WHAT IS BEING ASKED: Return, unchanged and with no pictures, the lines below from the very first through the one that contains "display:flex; align-items:center; gap:12px;".
***** AVAILABLE DATA
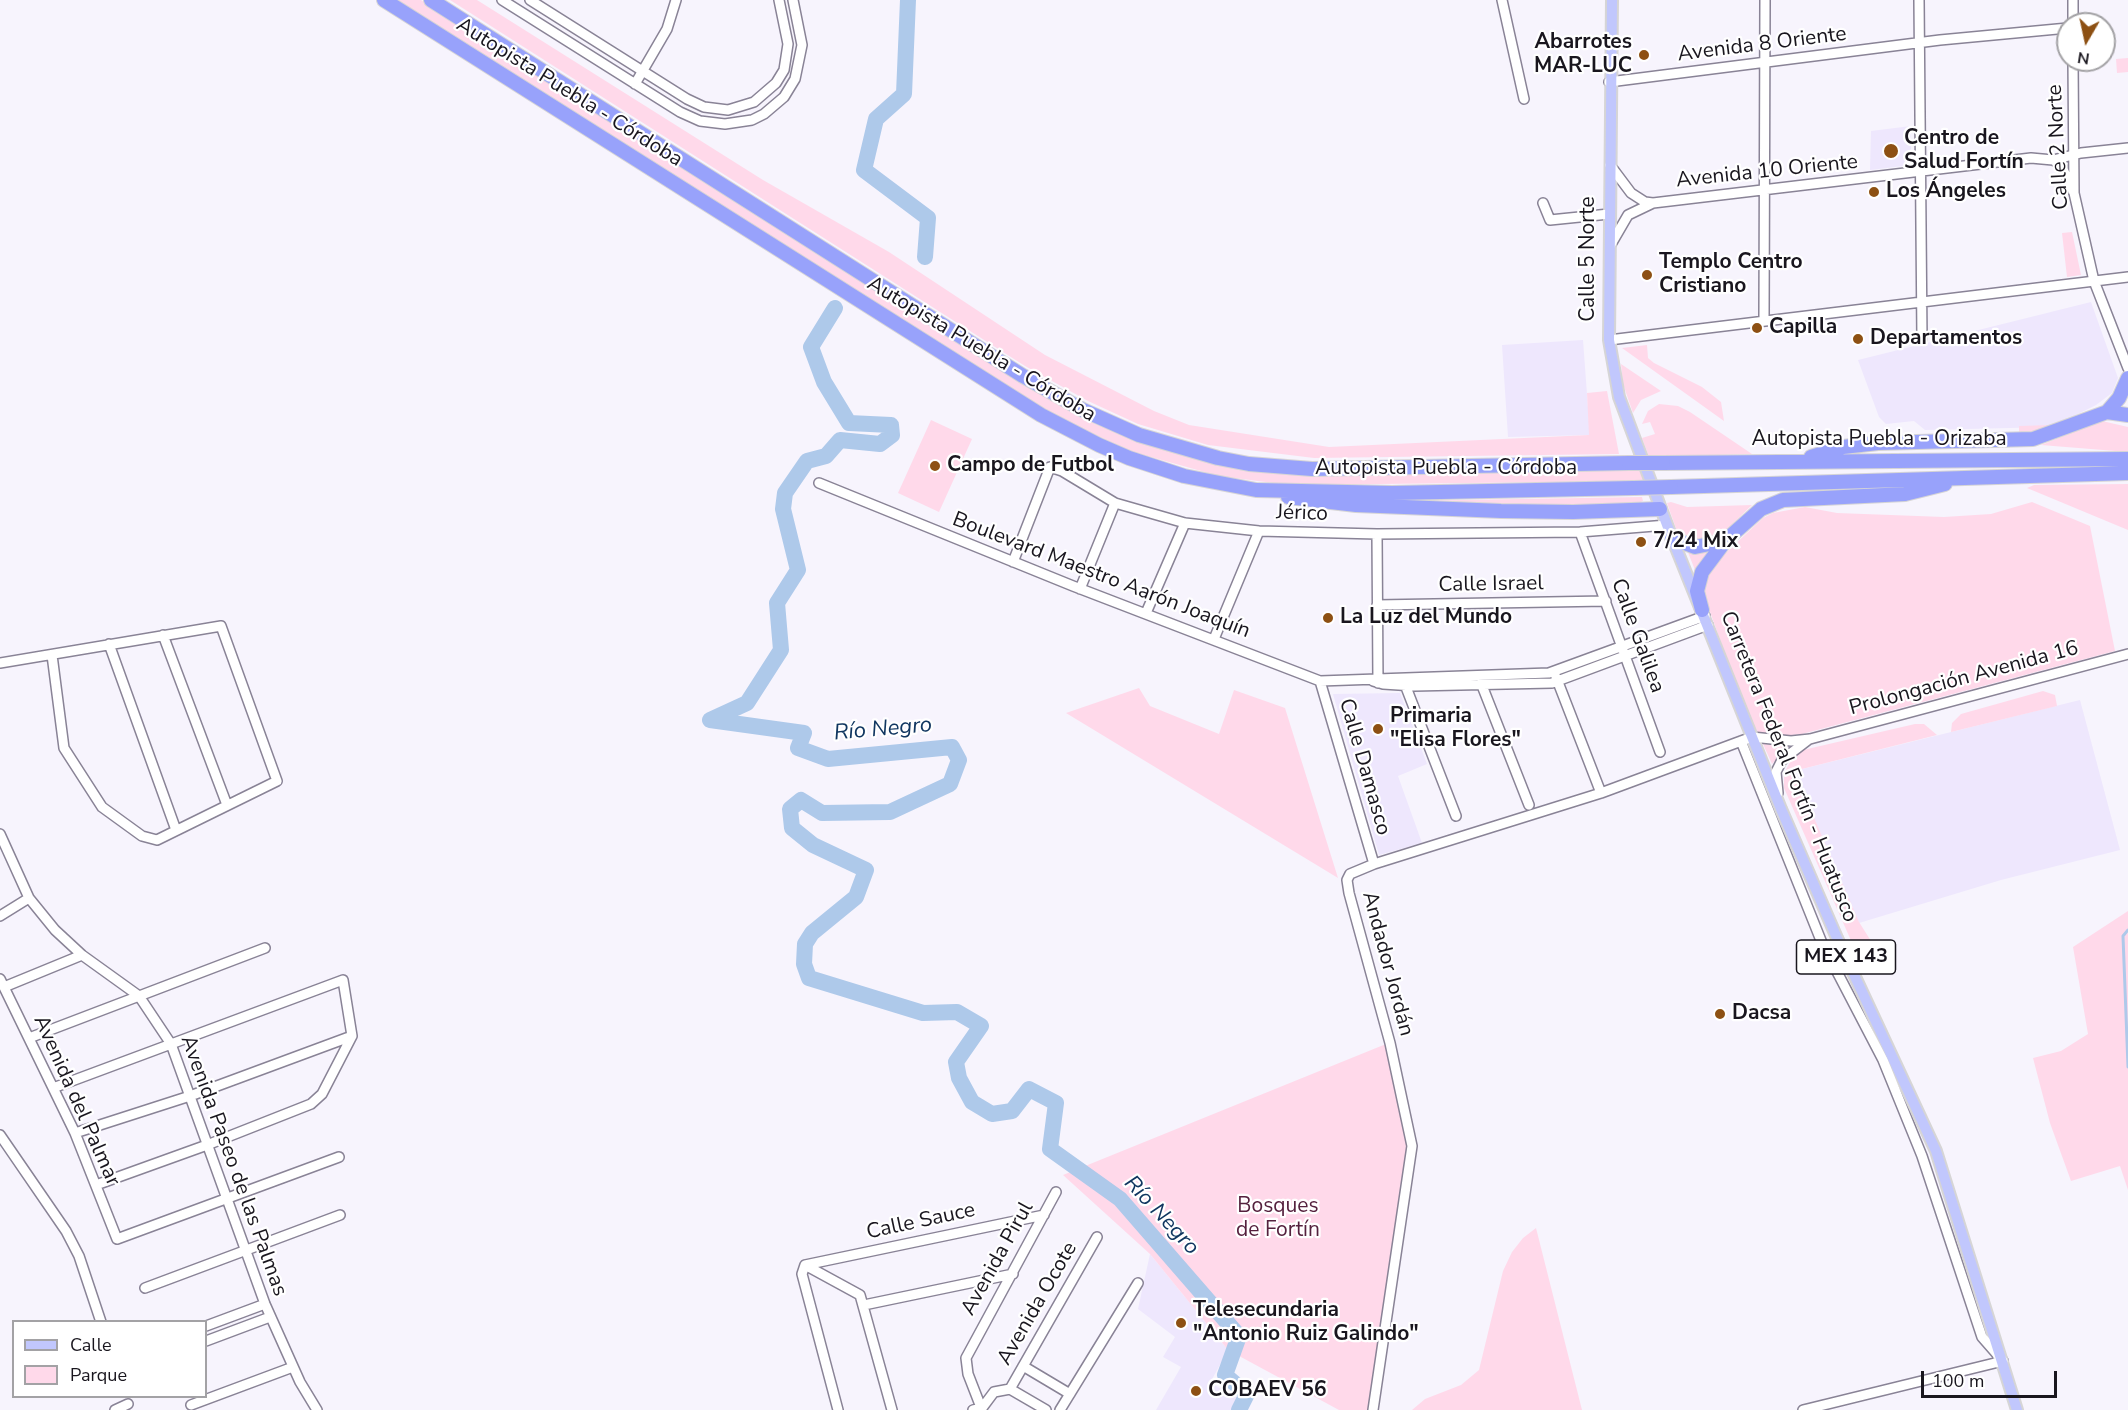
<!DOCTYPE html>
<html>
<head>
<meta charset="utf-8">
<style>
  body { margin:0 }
  #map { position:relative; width:2128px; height:1410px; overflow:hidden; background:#f7f4fd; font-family:"Nunito Sans",sans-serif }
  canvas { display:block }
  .legend { position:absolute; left:12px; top:1320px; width:195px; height:78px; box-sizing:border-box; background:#fff; border:2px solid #a3a2a5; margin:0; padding:8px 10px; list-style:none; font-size:18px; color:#19161e }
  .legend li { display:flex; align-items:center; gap:12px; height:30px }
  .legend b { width:30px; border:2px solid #a3a2a5 }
  .north { position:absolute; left:2056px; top:12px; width:60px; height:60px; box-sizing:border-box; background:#fff; border:2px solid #a3a2a5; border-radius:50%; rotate:189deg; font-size:16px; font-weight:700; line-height:24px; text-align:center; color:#19161e }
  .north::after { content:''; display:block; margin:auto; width:21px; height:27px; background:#8d5013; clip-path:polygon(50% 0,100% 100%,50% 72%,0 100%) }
  .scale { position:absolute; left:1921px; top:1371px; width:136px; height:27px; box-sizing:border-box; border:3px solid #19161e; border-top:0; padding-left:8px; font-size:18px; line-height:21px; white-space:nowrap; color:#19161e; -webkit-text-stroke:4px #fff; paint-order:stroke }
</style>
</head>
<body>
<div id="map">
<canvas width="2128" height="1410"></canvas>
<ul class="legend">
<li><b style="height:8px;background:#c1c7fd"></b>Calle</li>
<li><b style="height:16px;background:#ffd9ea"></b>Parque</li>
</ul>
<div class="north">N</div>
<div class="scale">100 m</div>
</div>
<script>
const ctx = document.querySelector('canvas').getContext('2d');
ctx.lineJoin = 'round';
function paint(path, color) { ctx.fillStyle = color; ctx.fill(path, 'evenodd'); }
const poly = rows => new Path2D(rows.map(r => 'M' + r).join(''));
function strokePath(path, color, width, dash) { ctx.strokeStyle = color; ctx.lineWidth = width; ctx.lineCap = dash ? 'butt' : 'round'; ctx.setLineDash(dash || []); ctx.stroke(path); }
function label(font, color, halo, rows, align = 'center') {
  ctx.font = font + ' "Nunito Sans",sans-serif'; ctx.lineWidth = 4.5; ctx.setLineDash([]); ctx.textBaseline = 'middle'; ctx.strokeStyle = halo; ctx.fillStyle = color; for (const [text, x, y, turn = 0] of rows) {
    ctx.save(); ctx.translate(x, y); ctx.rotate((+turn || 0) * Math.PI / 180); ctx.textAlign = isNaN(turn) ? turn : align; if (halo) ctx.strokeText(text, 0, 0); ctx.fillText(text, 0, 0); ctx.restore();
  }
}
paint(poly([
  [1911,126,1911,165,1870,170,1871,131],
  [2091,302,2118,378,2112,393,2096,405,2052,427,1925,430,1914,421,1886,424,1879,417,1858,360],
  [1583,340,1590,435,1508,437,1502,345],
  [1400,693,1427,764,1398,776,1422,843,1379,855,1333,694],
  [2080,700,2120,850,2001,880,1859,923,1794,771],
  [1150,1254,1228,1350,1210,1383,1241,1399,1235,1410,1156,1410,1181,1367,1163,1357,1175,1337,1138,1309]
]), '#eee7fd');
paint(poly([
  [395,0,421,0,1058,404,1095,424,1138,441,1222,466,1290,474,1641,470,1645,481,1289,485,1219,476,1133,452,1050,414],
  [450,0,477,0,763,180,889,252,1045,355,1154,411,1189,425,1329,447,1589,435,1587,393,1607,391,1619,454,1314,458,1208,445,1138,424,1088,401,1025,366],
  [2128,58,2128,72,2117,73,2116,59],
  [2072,232,2081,275,2067,277,2062,233],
  [1647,345,1648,358,1654,363,1702,387,1721,402,1724,421,1622,348],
  [1621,364,1661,391,1641,400,1633,413,1623,384],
  [1659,404,1678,406,1690,412,1752,454,1649,457,1642,438,1655,434,1650,422,1642,424,1648,411],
  [931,420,972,439,939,512,898,493],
  [2102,421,2128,427,2128,452,2041,445],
  [2052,425,2052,427,2019,436,2019,426],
  [2128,484,2128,530,2027,488,2034,485],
  [1642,497,1643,501,1636,504,1506,506,1401,501],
  [1671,502,1687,507,1752,505,1723,533,1704,542,1679,537,1667,503],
  [2032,502,2090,526,2115,651,1802,734,1771,737,1759,733,1750,723,1705,598,1704,585,1706,576,1716,562,1763,518,1773,513,1805,507,1837,513,1944,517,1991,514],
  [1687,550,1704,552,1709,552,1695,570],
  [1139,688,1150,706,1219,734,1234,690,1285,708,1338,878,1066,713],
  [2043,691,2055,695,2057,706,1951,732,1952,723,1961,714],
  [1915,724,1924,724,1937,735,1794,771,1859,922,1871,941,1856,952,1784,788,1784,773,1794,755,1803,750],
  [1763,744,1777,745,1789,746,1772,764],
  [2128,911,2128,1190,2120,1166,2071,1181,2050,1123,2033,1058,2061,1051,2088,1034,2073,947],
  [1386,1044,1412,1146,1373,1410,1339,1410,1228,1350,1150,1254,1063,1175],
  [1536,1228,1582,1410,1412,1410,1425,1399,1461,1385,1479,1370,1503,1271,1512,1252,1523,1238]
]), '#ffd9ea');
strokePath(poly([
  [2128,930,2123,936,2128,1067]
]), '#aec9ea', 3);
strokePath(poly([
  [908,0,904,94,876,119,864,170,928,218,925,257],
  [835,308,811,347,824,382,849,423,891,425,892,435,880,444,840,440,826,456,807,461,785,493,783,509,798,570,777,603,781,650,747,703,710,720,804,733,798,748,828,759,952,747,959,760,950,784,890,812,822,813,801,800,790,809,792,828,813,845,866,870,856,897,812,933,805,944,804,964,809,978,923,1013,957,1012,981,1026,956,1062,959,1078,972,1102,992,1114,1012,1111,1029,1089,1056,1103,1050,1149,1120,1199,1239,1336,1225,1375,1247,1394,1239,1410]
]), '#aec9ea', 16);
const minor = poly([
  [502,0,680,112,700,121,725,124,752,120,764,114,784,97,795,79,802,45,793,0],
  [530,0,687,99,704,107,728,110,754,102,776,83,784,70,788,44,779,0],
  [1502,0,1524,99],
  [1919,0,1922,339],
  [2073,0,2073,24],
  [2073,60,2074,193,2094,281,2128,368],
  [1609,82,1940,40,2068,28],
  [635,84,667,29,676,0],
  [2053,160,2081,153,2128,148],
  [1610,165,1631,193,1645,202,1653,203],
  [1543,203,1550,220,1609,214],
  [1610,246,1628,215,1653,203,2031,158,2053,160,2061,165,2074,193],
  [1764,319,1765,0],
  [1609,340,2128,277],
  [819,483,1073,586,1320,681,1549,673,1705,616],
  [1580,532,1660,752],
  [1377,534,1378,683],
  [1013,562,1050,467,1062,471,1115,503,1185,523,1259,531,1377,534,1580,532,1667,525],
  [1080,589,1115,503],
  [1377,605,1606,601],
  [1146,613,1185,523],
  [163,635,227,805],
  [1214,639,1259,531],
  [109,644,176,830],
  [0,663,221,626,277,781,157,840,142,836,102,807,64,748,52,655],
  [1556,677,1601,793],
  [1320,681,1374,864],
  [1373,681,1383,684,1414,686,1552,683,1708,625],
  [1404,682,1456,816],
  [1481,683,1529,805],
  [1741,741,1822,943,1883,1060,1922,1156,1982,1337,2003,1361,1803,1410],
  [1778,793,1776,772,1782,760,1808,740],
  [0,834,29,898,55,930,82,955,139,996,171,1044,265,1304,300,1382,317,1410],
  [0,916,29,898],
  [0,979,75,1133,117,1239,339,1157],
  [4,987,82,955],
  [29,1038,265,948],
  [53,1088,343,980,352,1036,322,1094,311,1104,207,1145,96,1185],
  [75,1133,190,1096,352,1036],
  [0,1135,66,1231,79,1256,101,1322],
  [805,1265,1044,1215],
  [805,1265,860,1295,892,1410],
  [805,1265,802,1274,838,1410],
  [145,1288,340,1215],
  [864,1305,1013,1274],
  [206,1326,265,1304],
  [206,1341,270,1317],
  [1023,1366,1070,1394],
  [1010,1389,1097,1237],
  [191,1405,293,1367],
  [115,1410,128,1404],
  [973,1410,982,1408,994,1392,1010,1389,1046,1410],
  [982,1410,968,1374,966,1358,1056,1192],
  [1060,1410,1138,1283],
  [1373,1410,1412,1146,1390,1043,1349,893,1347,880,1350,874,1374,864,1601,793,1752,737,1791,741,1810,739,2128,654]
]);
const major = poly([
  [1612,0,1609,340,1619,397,1672,538,1781,809,1837,938,1936,1151,2017,1410]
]);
const highway = poly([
  [384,0,1041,415,1099,445,1129,458,1184,476,1256,490,1392,493,1634,488],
  [431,0,1023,376,1083,410,1139,435,1218,458,1249,464,1312,469,1629,463],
  [2107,412,2119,398,2128,378],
  [1811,457,1843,447,1878,443,2033,439,2107,412,2128,415],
  [1663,463,2128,459],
  [1671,487,2128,473],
  [1288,497,1356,505,1501,511,1573,512,1660,509],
  [1672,538,1695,547,1724,541],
  [1702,610,1697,591,1702,572,1726,540,1761,509,1783,500,1905,494,1945,484]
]);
strokePath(minor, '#898396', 12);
strokePath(major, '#d6d5d6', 14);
strokePath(highway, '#d6d5d6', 16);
strokePath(minor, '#fff', 9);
strokePath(major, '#c1c7fd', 10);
strokePath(highway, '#98a2fb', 14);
const highwayBridge = poly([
  [1629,463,1663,463],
  [1634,488,1671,487]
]);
strokePath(highwayBridge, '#d6d5d6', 16, []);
strokePath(highwayBridge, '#98a2fb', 14);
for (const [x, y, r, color] of [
  [1644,55,6,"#8d5013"],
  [1891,151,8,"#8d5013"],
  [1874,192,6,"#8d5013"],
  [1647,275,6,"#8d5013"],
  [1757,328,6,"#8d5013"],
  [1858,339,6,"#8d5013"],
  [935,466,6,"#8d5013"],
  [1641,542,6,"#8d5013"],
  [1328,618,6,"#8d5013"],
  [1378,729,6,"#8d5013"],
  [1720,1014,6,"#8d5013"],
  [1181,1323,6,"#8d5013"],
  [1196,1391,6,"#8d5013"]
]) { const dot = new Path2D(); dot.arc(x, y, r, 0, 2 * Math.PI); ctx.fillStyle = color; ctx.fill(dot); strokePath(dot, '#fff', 2); }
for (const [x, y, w] of [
  [1846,957,99]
]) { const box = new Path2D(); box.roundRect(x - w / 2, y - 17, w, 34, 4.5); ctx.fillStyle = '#fff'; ctx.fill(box); strokePath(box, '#19161e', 1.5); }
label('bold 20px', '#19161e', null, [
  ["MEX 143",1846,957]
]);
label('bold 21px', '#19161e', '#fff', [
  ["Abarrotes",1632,43,"right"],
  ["MAR-LUC",1632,67,"right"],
  ["Centro de",1904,139],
  ["Salud Fortín",1904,163],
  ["Los Ángeles",1886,192],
  ["Templo Centro",1659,263],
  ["Cristiano",1659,287],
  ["Capilla",1769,328],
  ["Departamentos",1870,339],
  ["Campo de Futbol",947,466],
  ["7/24 Mix",1653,542],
  ["La Luz del Mundo",1340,618],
  ["Primaria",1390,717],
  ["\"Elisa Flores\"",1390,741],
  ["Dacsa",1732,1014],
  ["Telesecundaria",1193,1311],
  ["\"Antonio Ruiz Galindo\"",1193,1335],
  ["COBAEV 56",1208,1391]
], 'left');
label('21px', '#19161e', '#fff', [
  ["Avenida 8 Oriente",1762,45,-7],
  ["Autopista Puebla - Córdoba",569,93,32],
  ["Calle 2 Norte",2059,147,-93],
  ["Avenida 10 Oriente",1767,172,-6],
  ["Calle 5 Norte",1589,259,-90],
  ["Autopista Puebla - Córdoba",981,350,31],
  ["Autopista Puebla - Orizaba",1879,440],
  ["Autopista Puebla - Córdoba",1446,469],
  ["Jérico",1302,514,2],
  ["Boulevard Maestro Aarón Joaquín",1101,576,21],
  ["Calle Israel",1491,585,-1],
  ["Calle Galilea",1637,636,70],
  ["Prolongación Avenida 16",1964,679,-15],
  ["Calle Damasco",1364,767,74],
  ["Carretera Federal Fortín - Huatusco",1788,767,68],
  ["Andador Jordán",1387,964,75],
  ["Avenida del Palmar",76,1101,66],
  ["Avenida Paseo de las Palmas",233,1166,70],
  ["Calle Sauce",921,1222,-12],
  ["Avenida Pirul",998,1259,-61],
  ["Avenida Ocote",1038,1304,-60]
]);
label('21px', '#55213e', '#fff', [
  ["Bosques",1278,1207],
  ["de Fortín",1278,1231]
]);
label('italic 22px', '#103660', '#fff', [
  ["Río Negro",883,730,-5],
  ["Río Negro",1161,1216,47]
]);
</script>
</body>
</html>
**********
RESPONSE AREA:
<!DOCTYPE html>
<html>
<head>
<meta charset="utf-8">
<style>
  body { margin:0 }
  #map { position:relative; width:2128px; height:1410px; overflow:hidden; background:#f7f4fd; font-family:"Nunito Sans",sans-serif }
  canvas { display:block }
  .legend { position:absolute; left:12px; top:1320px; width:195px; height:78px; box-sizing:border-box; background:#fff; border:2px solid #a3a2a5; margin:0; padding:8px 10px; list-style:none; font-size:18px; color:#19161e }
  .legend li { display:flex; align-items:center; gap:12px; height:30px }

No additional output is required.